You will obtain a bipartite network of articles and users. If you are lost, use  this network.

Network

NOTE: We introduce Table2Net because it works on any CSV, not just Wikipedia data, contrary to most of our notebooks. If you decide to use other data sources, Table2Net might therefore prove very useful to you. Read the documentation included in the tool to understand it better. It allows extracting monopartite (regular) networks as well, for instance editors connected when they edited the same article or conversely, articles connected when they were edited by the same editor.
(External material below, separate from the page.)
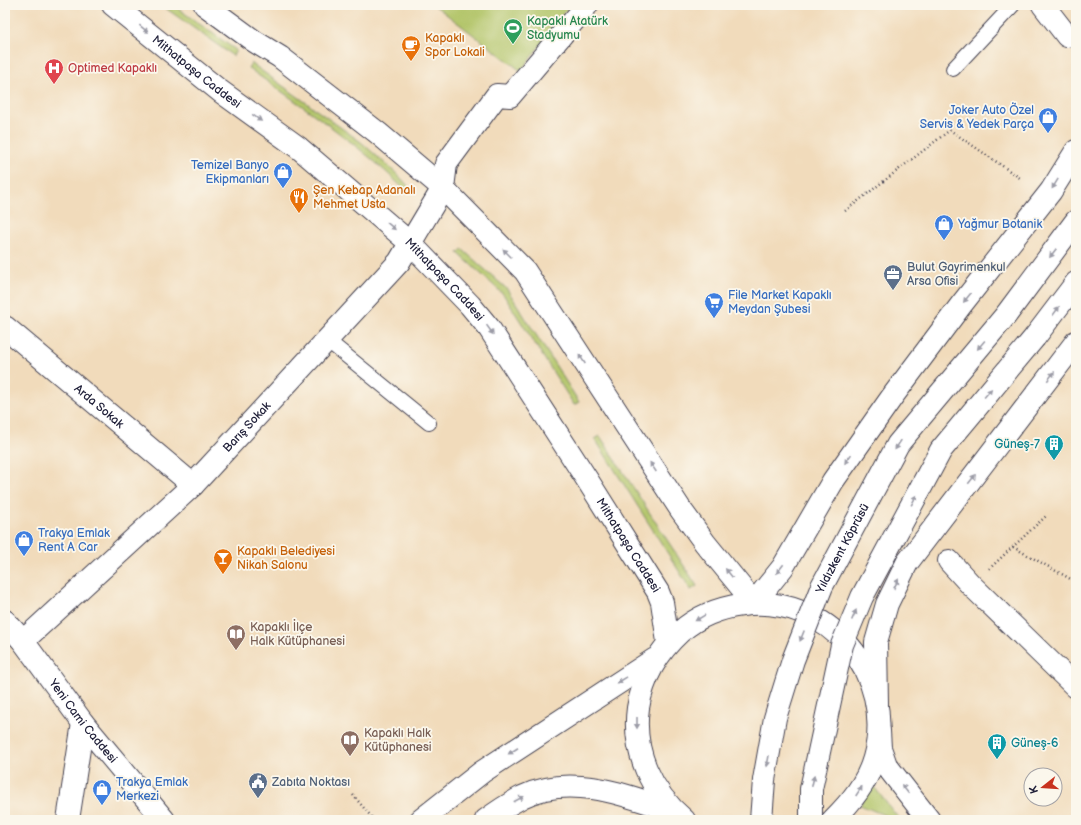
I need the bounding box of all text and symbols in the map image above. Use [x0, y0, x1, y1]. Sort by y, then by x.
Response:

Make an annotated network map

You are now in the same situation as in the tutorial 1.9, but since the tool used is slightly different, there are minor differences. You might be more comfortable with Gephi now, and do things a bit differently. Do as you wish.

We suggest that you:

  • Filter the network, because it is so big, and there are so many “leaves” (nodes that have only one neighbor). The leaves are not super interesting, because they do not connect multiple other nodes. Those leaves are mostly editors who contributed to only one article.
  • Use a centrality metric to bring hierarchy to the nodes. Degree? Closeness? Betweenness? Up to you.
  • Visualize this centrality as node sizes
  • Visualize node types as color

Can you tell a better data-driven story, in your annotations, than in tutorial 1.9? Not that you have to. The important is that you get more efficient and autonomous at this exercise.

Documents produced

Keep somewhere the following document somewhere for sharing:

  • The annotated network (JPEG or PNG)

Next tutorial

Take a break! Then check this:

 1.12. Activate your knowledge about Gephi (45 min)


Relation to the course readings

  • The principles and concepts of Visual Network Analysis (VNA) are covered in Chapter 2: What is visual network analysis in Jacomy, M. (2021). Situating Visual Network Analysis
  • And in Chapter 7: Visual network analysis in Venturini, T. & Munk, A.K. (2021). Controversy Mapping: A Field Guide
  • The intricacies of Wikipedia and the different ways in which the platform may be reappropriated for controversy analysis are covered in Weltevrede, E., & Borra, E. (2016). Platform affordances and data practices: The value of dispute on Wikipedia Big Data & Society, 3(1).